PoorMan's CI in Emacs
16 Dec 2022I have been working on the Deep Learning System course. It is the hardest course I ever studied after university. I would never thought that I need CI for a personal study project. It just shows how complex this course is.
Here is the setup: the goal is to develop a pytorch-like DL library that supports ndarray ops, autograd, and to implement DL models, LSTM for example, from scratch. That's the exciting math part. The tricky part is it supports both CPU devices with C++11 and GPU devices with Cuda. On the user front, the interface is written in Python. I worked on my M1 laptop most of the time, and switch to my Debian desktop for Cuda implementation.
It was a fine Saturday afternoon, I made a breakthrough in implementing the gradient of Convolution Ops in Python after couple of hours of tinkering in a local coffee shop. I rushed home, boosted up Debian to test the Cuda backend, only to find "illegible memory access" error!
It took me a few cycles of rolling back to the previous change in git to find where the problems are. It made me think about the needs of CI. In the ideal scenario, I would have a CI that automatically runs the tests on the CPU and Cuda devices to ensure one bug-fix on CPU side doesn't introduce new bugs on the Cuda, and vice versa. But I don't have this setup at home.
Two Components of PoorMan CI
So I implemented what I call PoorMan CI. It is a semi-automated process that gives me some benefits of the full CI. I tried hard to refrain from doing anything fancy because I don't have time. The final homework is due in a few days. The outcome is simple yet powerful.
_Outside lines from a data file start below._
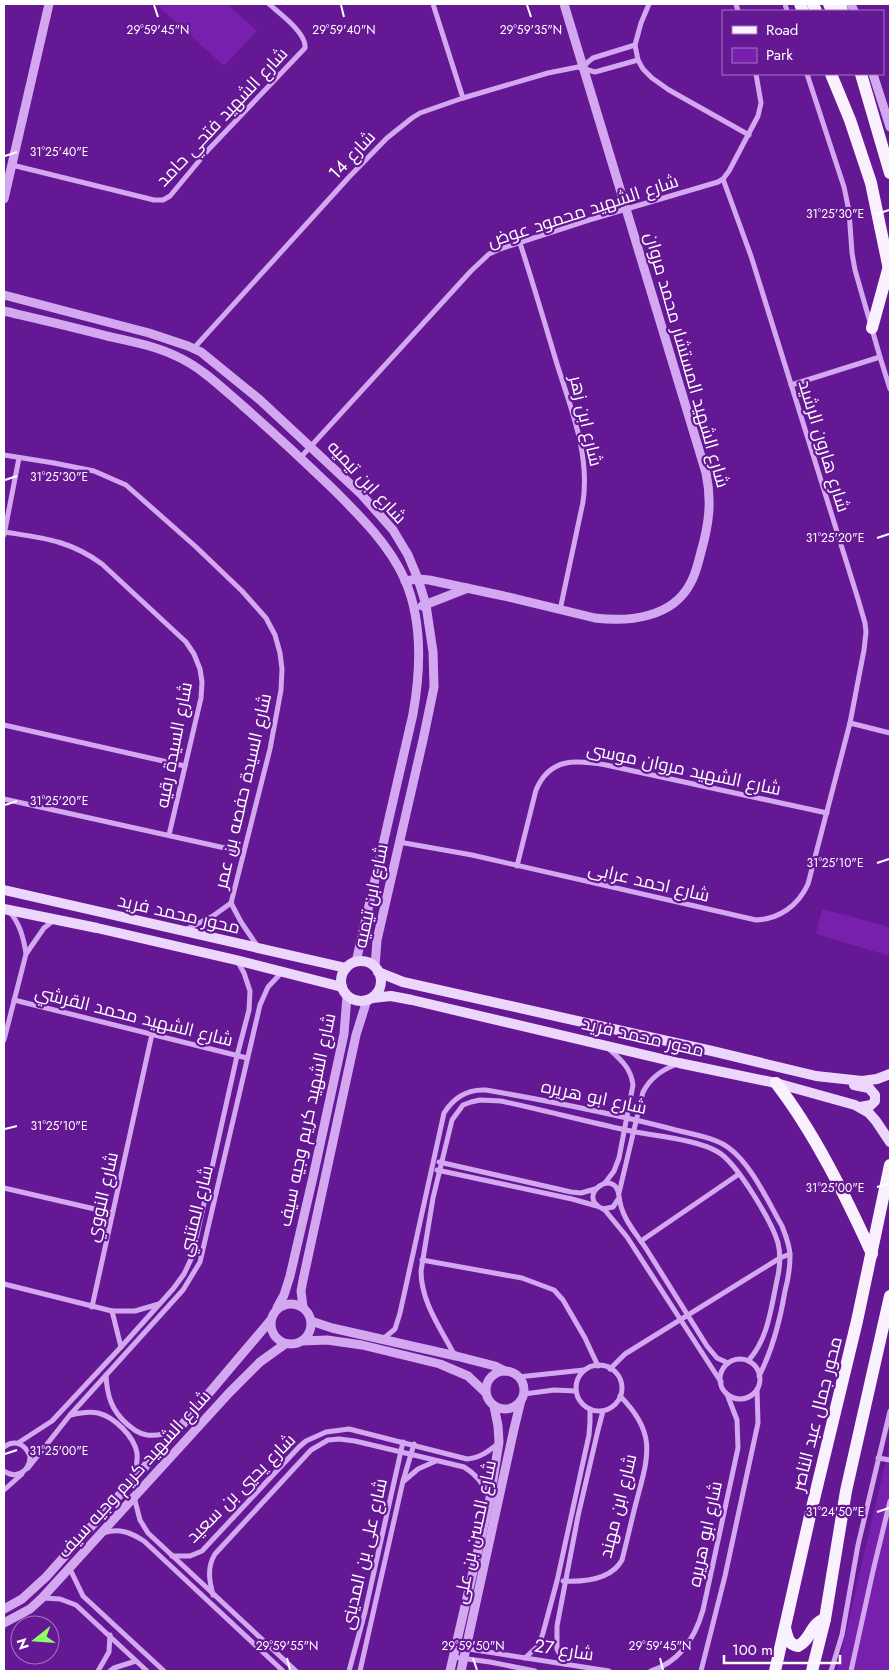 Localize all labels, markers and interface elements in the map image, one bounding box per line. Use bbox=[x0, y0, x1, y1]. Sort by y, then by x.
legend bbox=[722, 10, 884, 75]
text: Road bbox=[766, 19, 798, 41]
text: 29°59'45"N bbox=[127, 21, 189, 39]
text: 29°59'40"N bbox=[312, 21, 376, 39]
text: 29°59'35"N bbox=[500, 21, 562, 39]
street label: شارع الشهيد فتحي حامد bbox=[150, 41, 295, 193]
text: Park bbox=[766, 44, 793, 66]
street label: شارع 14 bbox=[322, 125, 382, 185]
text: 31°25'40"E bbox=[30, 143, 88, 161]
street label: شارع الشهيد محمود عوض bbox=[484, 168, 682, 254]
text: 31°25'30"E bbox=[806, 205, 864, 223]
street label: شارع الشهيد المستشار محمد مروان bbox=[638, 229, 736, 491]
street label: شارع ابن زهر bbox=[563, 372, 609, 469]
street label: شارع هارون الرشيد bbox=[792, 377, 856, 515]
street label: شارع ابن تيميه bbox=[321, 434, 413, 530]
text: 31°25'30"E bbox=[30, 468, 88, 486]
text: 31°25'20"E bbox=[806, 529, 864, 547]
street label: شارع السيدة رقيه bbox=[149, 680, 199, 810]
street label: شارع السيدة حفصه بن عمر bbox=[208, 691, 278, 892]
street label: شارع الشهيد مروان موسى bbox=[585, 736, 783, 802]
text: 31°25'20"E bbox=[30, 792, 88, 810]
street label: شارع ابن تيميه bbox=[347, 842, 395, 950]
text: 31°25'10"E bbox=[806, 854, 864, 872]
street label: شارع احمد عرابى bbox=[586, 855, 712, 909]
street label: محور محمد فريد bbox=[115, 887, 243, 941]
street label: شارع الشهيد محمد القرشي bbox=[32, 979, 236, 1053]
street label: محور محمد فريد bbox=[579, 1010, 707, 1064]
street label: شارع الشهيد كريم وجيه سيف bbox=[272, 1011, 342, 1229]
street label: شارع ابو هريره bbox=[539, 1073, 649, 1121]
text: 31°25'10"E bbox=[30, 1117, 88, 1135]
street label: شارع النووي bbox=[79, 1149, 126, 1245]
street label: شارع المتنبي bbox=[172, 1163, 221, 1259]
text: 31°25'00"E bbox=[806, 1179, 864, 1197]
street label: محور جمال عبد الناصر bbox=[785, 1334, 849, 1495]
street label: شارع الشهيد كريم وجيه سيف bbox=[51, 1384, 217, 1564]
street label: شارع يحيي بن سعيد bbox=[180, 1427, 302, 1549]
text: 31°25'00"E bbox=[30, 1442, 88, 1460]
street label: شارع ابن مهند bbox=[593, 1451, 643, 1561]
street label: شارع الحسن بن على bbox=[447, 1458, 503, 1606]
street label: شارع على بن المدينى bbox=[334, 1476, 394, 1632]
street label: شارع ابو هريره bbox=[681, 1479, 729, 1589]
text: 31°24'50"E bbox=[806, 1503, 864, 1521]
north arrow bbox=[10, 1615, 60, 1665]
street label: شارع 27 bbox=[532, 1632, 596, 1668]
scale bar bbox=[724, 1632, 840, 1664]
text: N bbox=[11, 1636, 34, 1652]
text: 29°59'55"N bbox=[256, 1637, 318, 1655]
text: 29°59'50"N bbox=[441, 1637, 505, 1655]
text: 29°59'45"N bbox=[629, 1637, 691, 1655]
text: 100 m bbox=[732, 1639, 773, 1661]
The PoorMan CI consists of two parts:
a bunch of bash functions that I can call to run the tests, capture the outputs, save them in a file, and version control it
For example, wrap the below snippet in a single function
a log file where I keep track of the code changes, and if the new change fixes anything, or breaks anything.
In the example below, I have a bullet point for each change committed to git with a short summary, and a link to the test results. The fce5edb and f43d7ab are the git commit hash values.
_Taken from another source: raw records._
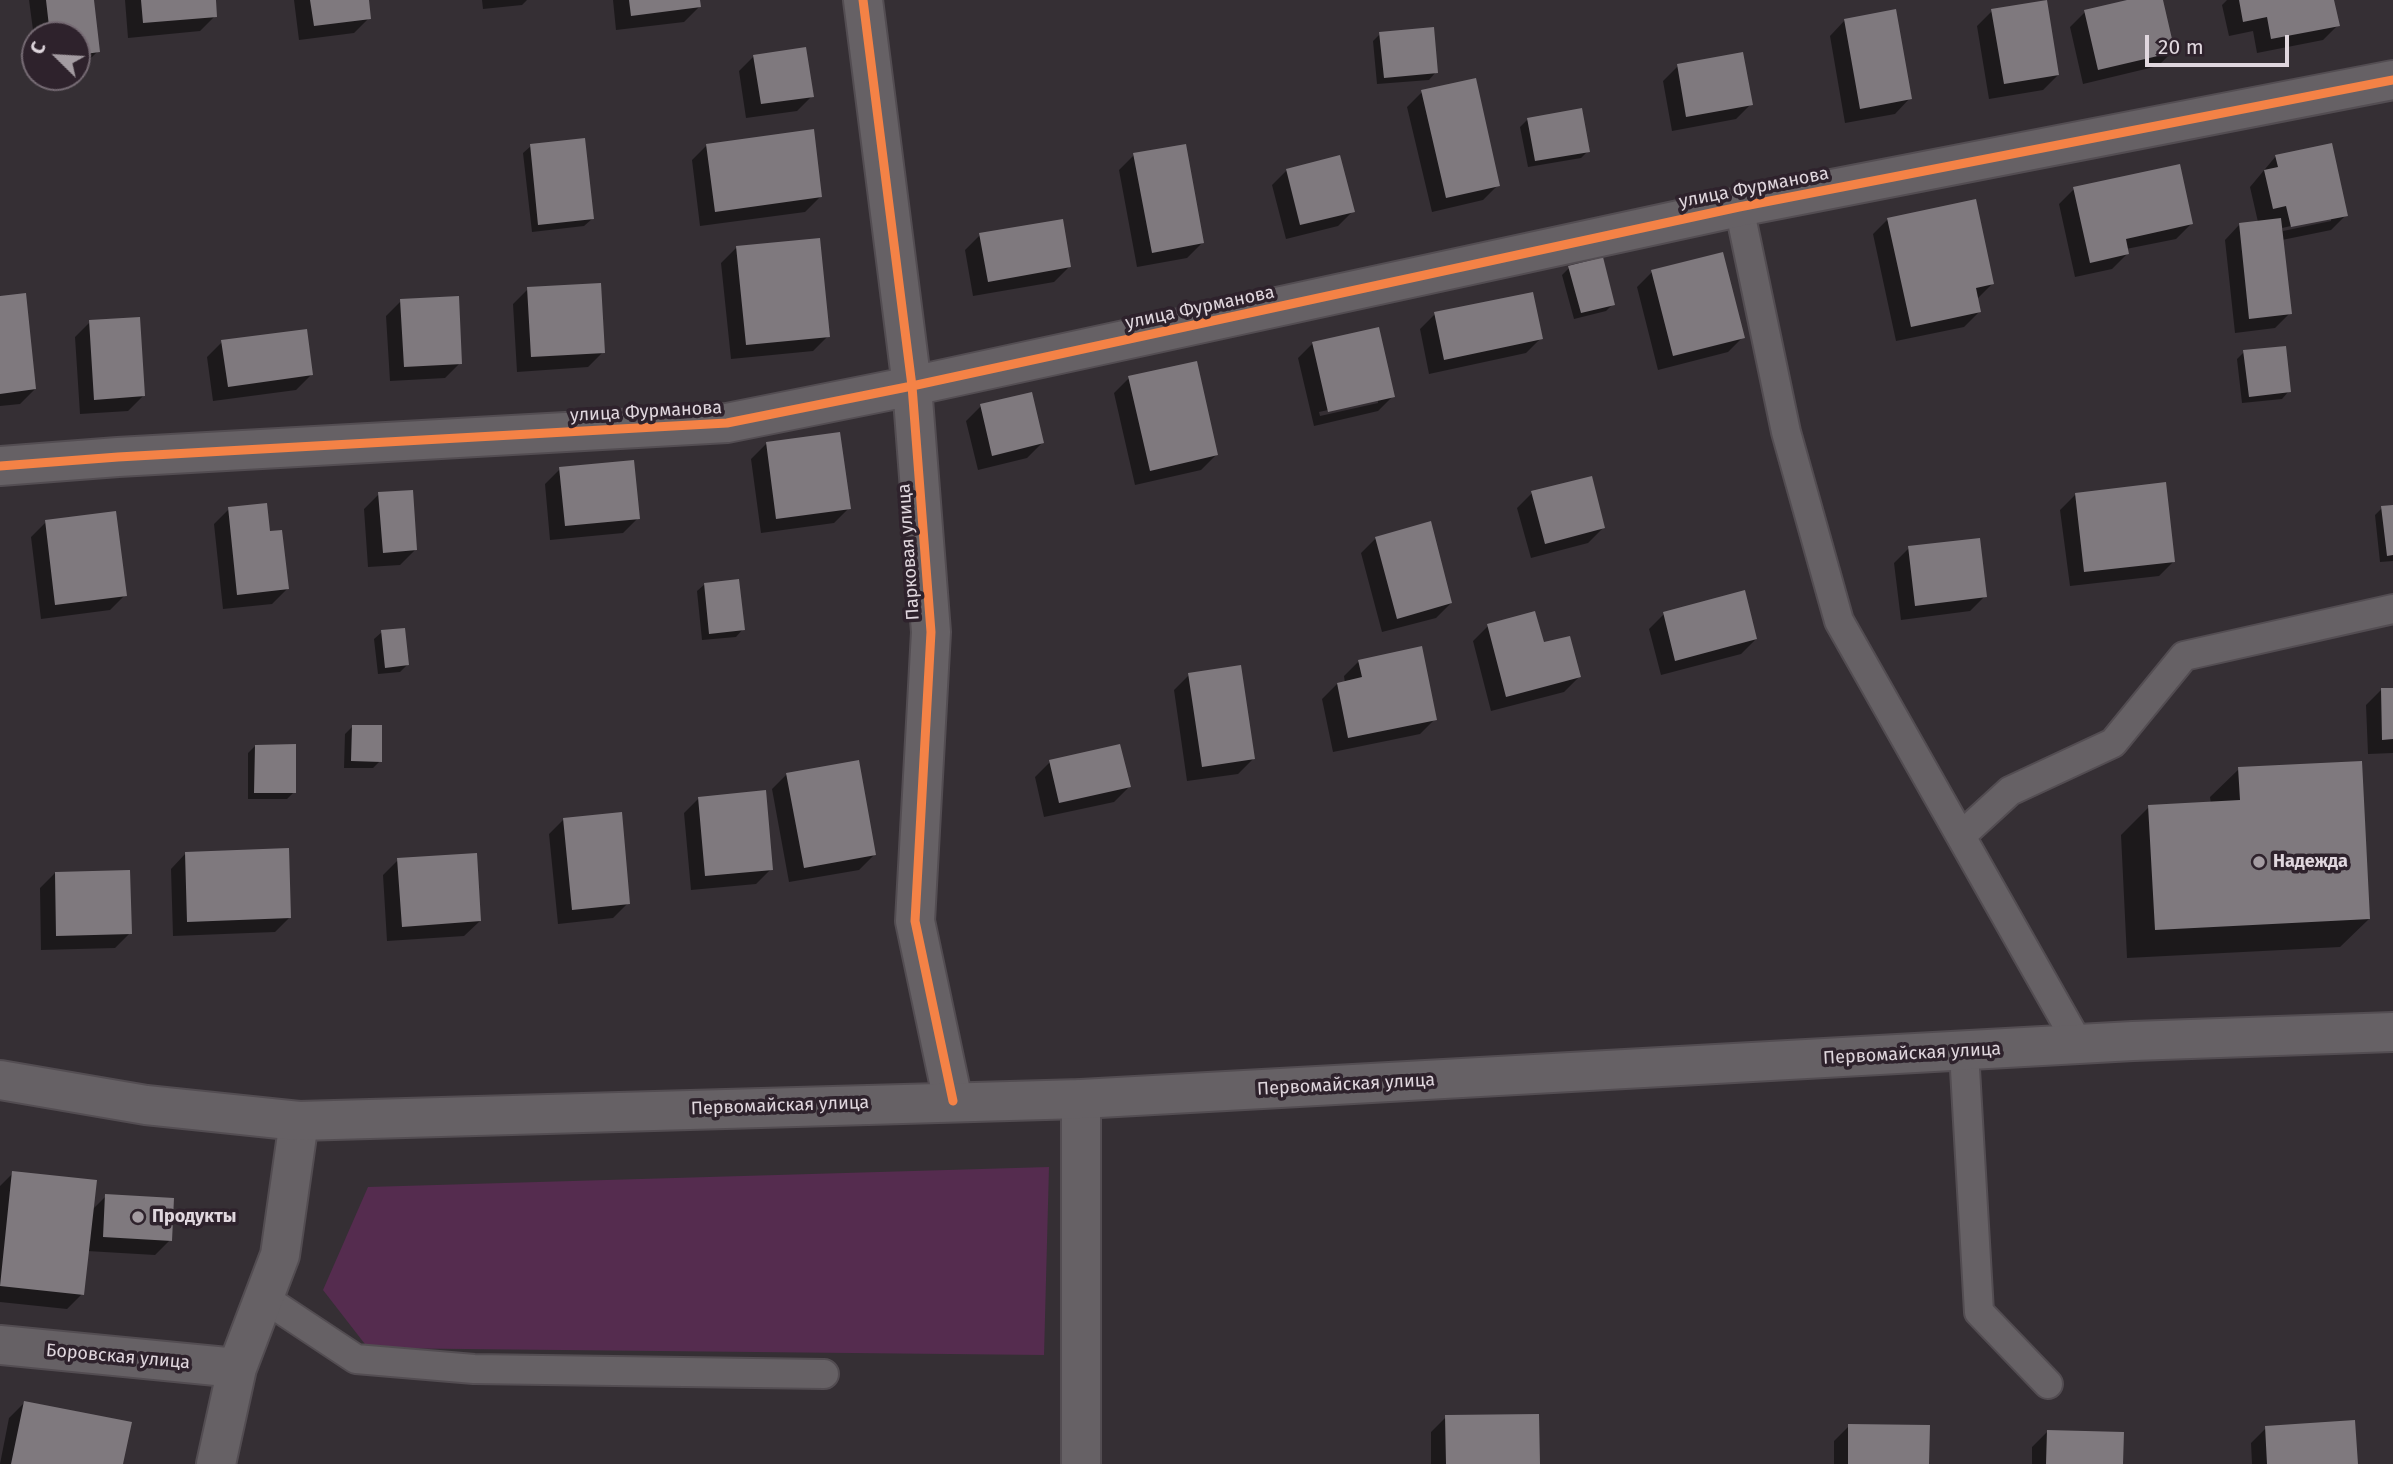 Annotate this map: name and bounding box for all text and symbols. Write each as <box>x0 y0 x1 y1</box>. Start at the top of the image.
north arrow <box>21 21 91 91</box>
scale bar <box>2148 21 2292 65</box>
text: 20 m <box>2158 34 2204 60</box>
text: С <box>25 38 51 58</box>
street label: улица Фурманова <box>1677 163 1831 213</box>
street label: улица Фурманова <box>1123 282 1277 334</box>
street label: улица Фурманова <box>570 397 722 427</box>
street label: Парковая улица <box>893 483 925 621</box>
place label: Надежда <box>2273 851 2348 873</box>
marker: Надежда <box>2251 854 2267 870</box>
street label: Первомайская улица <box>1822 1039 2002 1069</box>
street label: Первомайская улица <box>1256 1070 1436 1100</box>
street label: Первомайская улица <box>691 1092 869 1120</box>
place label: Продукты <box>152 1206 236 1228</box>
marker: Продукты <box>130 1209 146 1225</box>
street label: Боровская улица <box>45 1340 191 1374</box>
- fix grid setup, from (M, N) to (P, M)! [[file:test_results/2022_12_11_12_48_44__fce5edb__fast_and_cuda.log]] - ensure all data/parameters are in the right device. cpu and cuda, all pass! milestone. [[file:test_results/2022_12_11_13_51_22__f43d7ab__fast_and_cuda.log]]
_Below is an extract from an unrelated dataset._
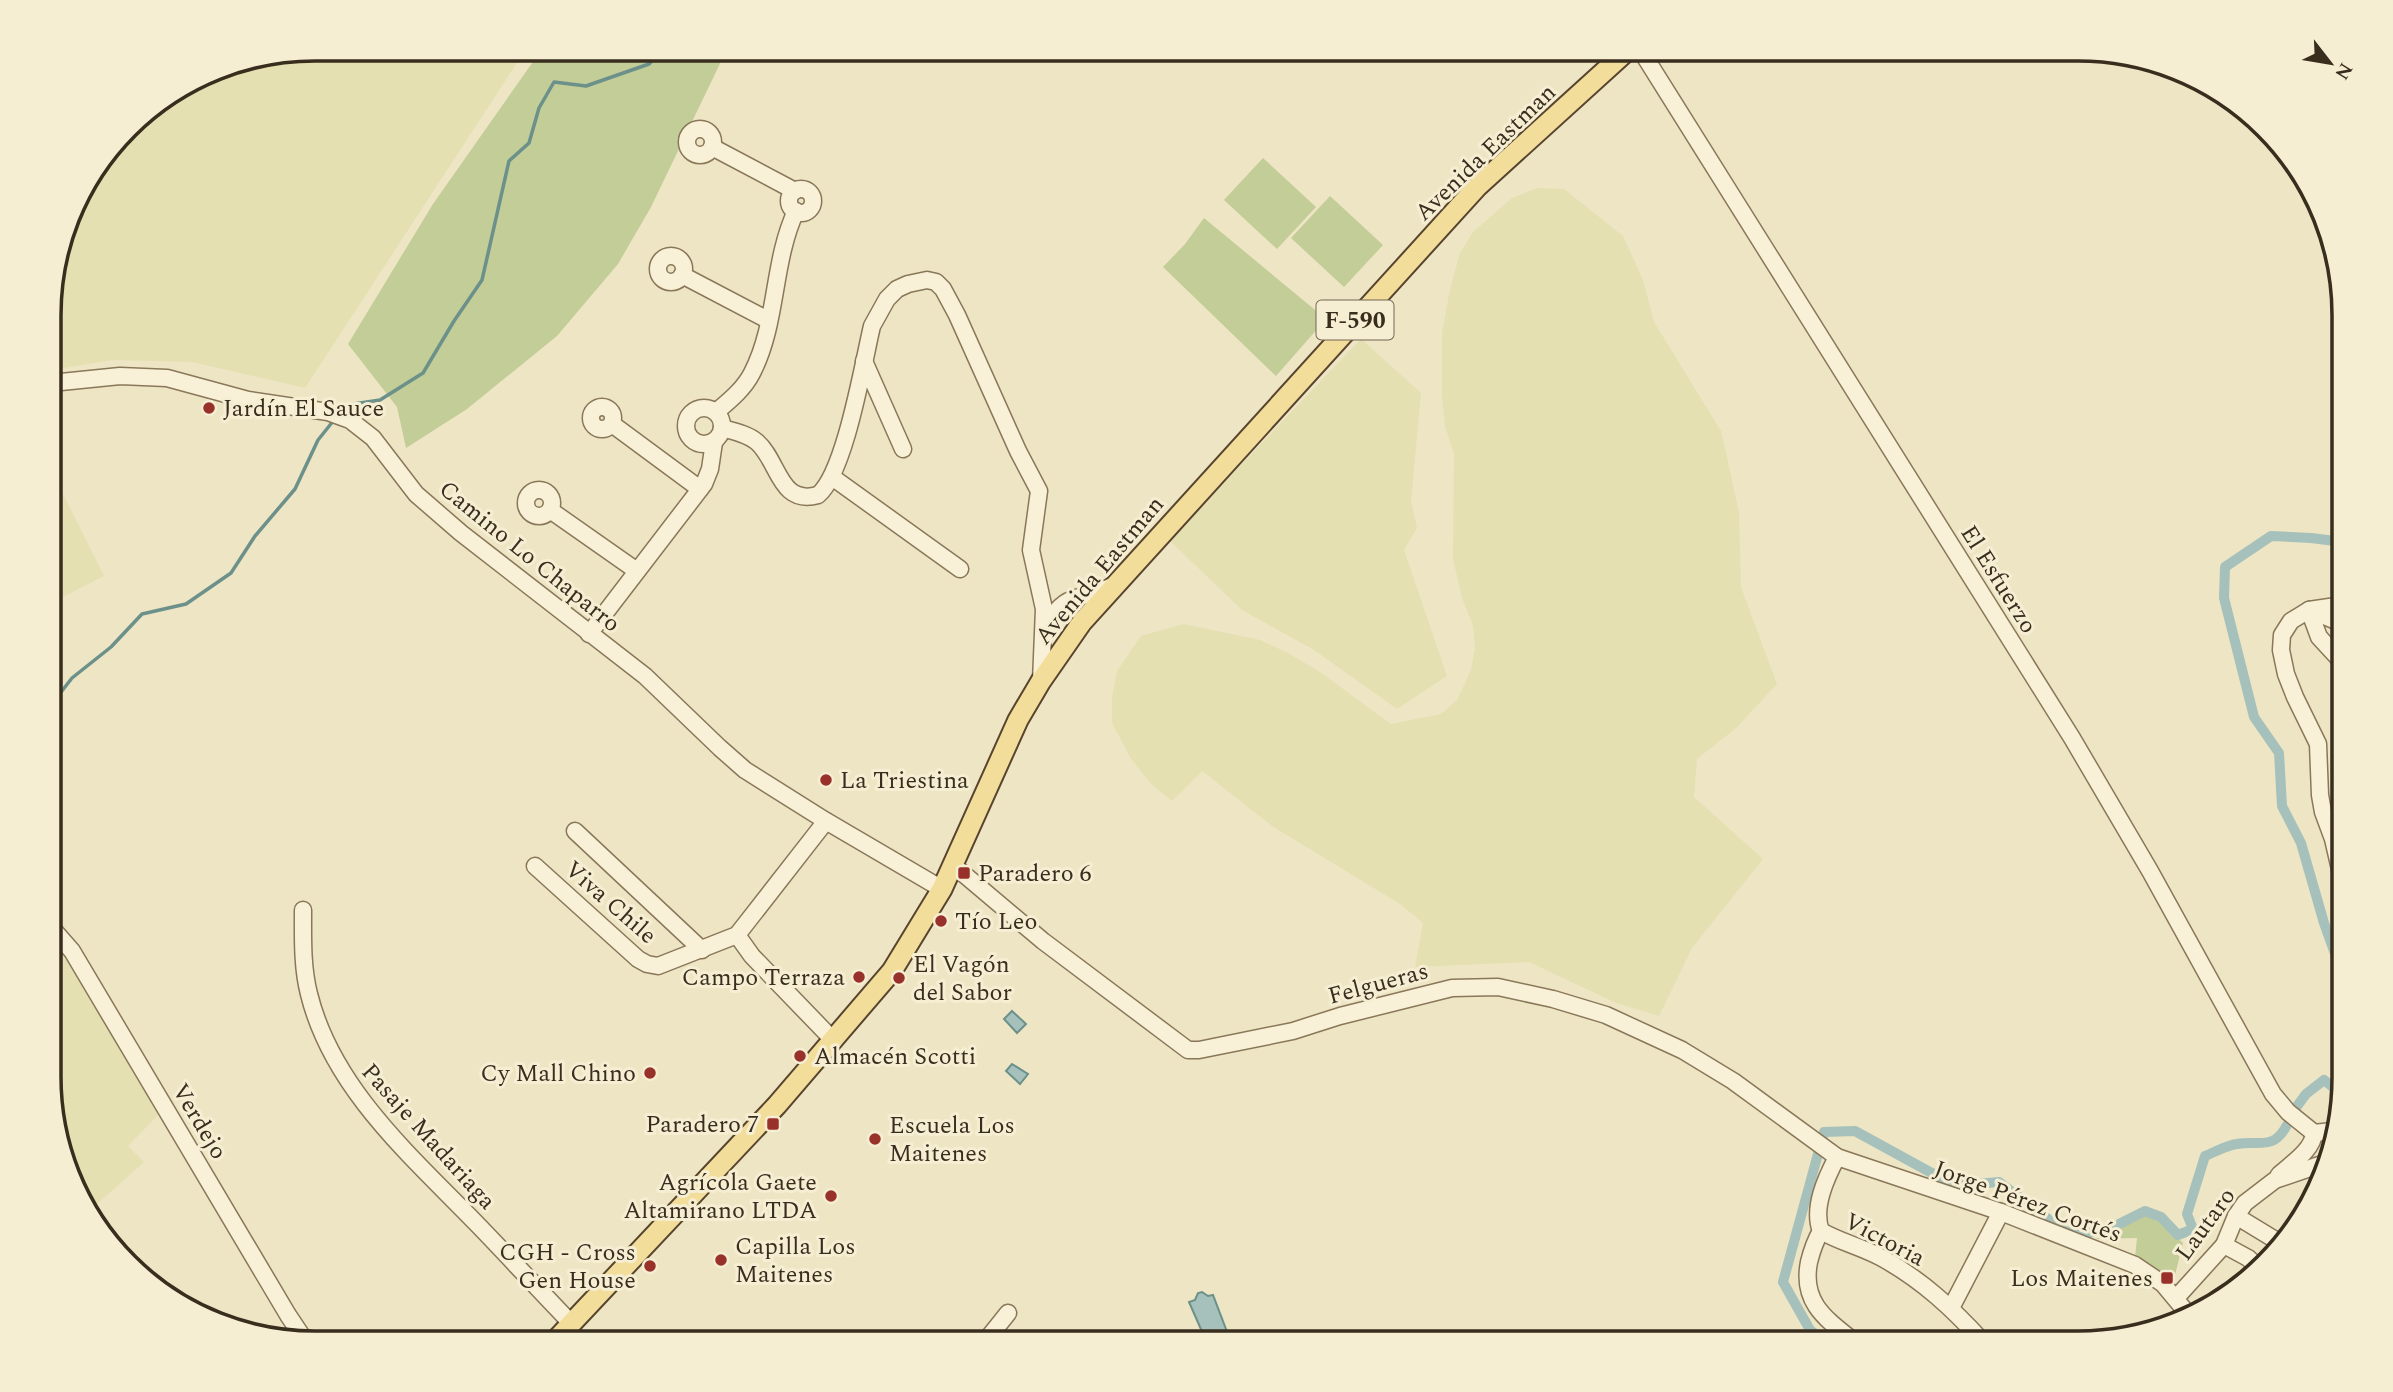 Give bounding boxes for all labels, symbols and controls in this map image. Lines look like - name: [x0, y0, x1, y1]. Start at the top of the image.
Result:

As you can see, it is very simple!
Benefits
It changed my development cycle a bit: each time before I can claim something is done or fixed, I run this process which takes about 2 mins for two fast runs. I would use this time to reflect on what I've done so far, write down a short summary about what's got fixed and what's broken, check in the test results to git, update the test log file etc.
It sounds tedious, but I found myself enjoying doing it, it gives me confidence and reassurance about the progress I'm making. The time in reflecting also gives my brain a break and provides clarity on where to go next.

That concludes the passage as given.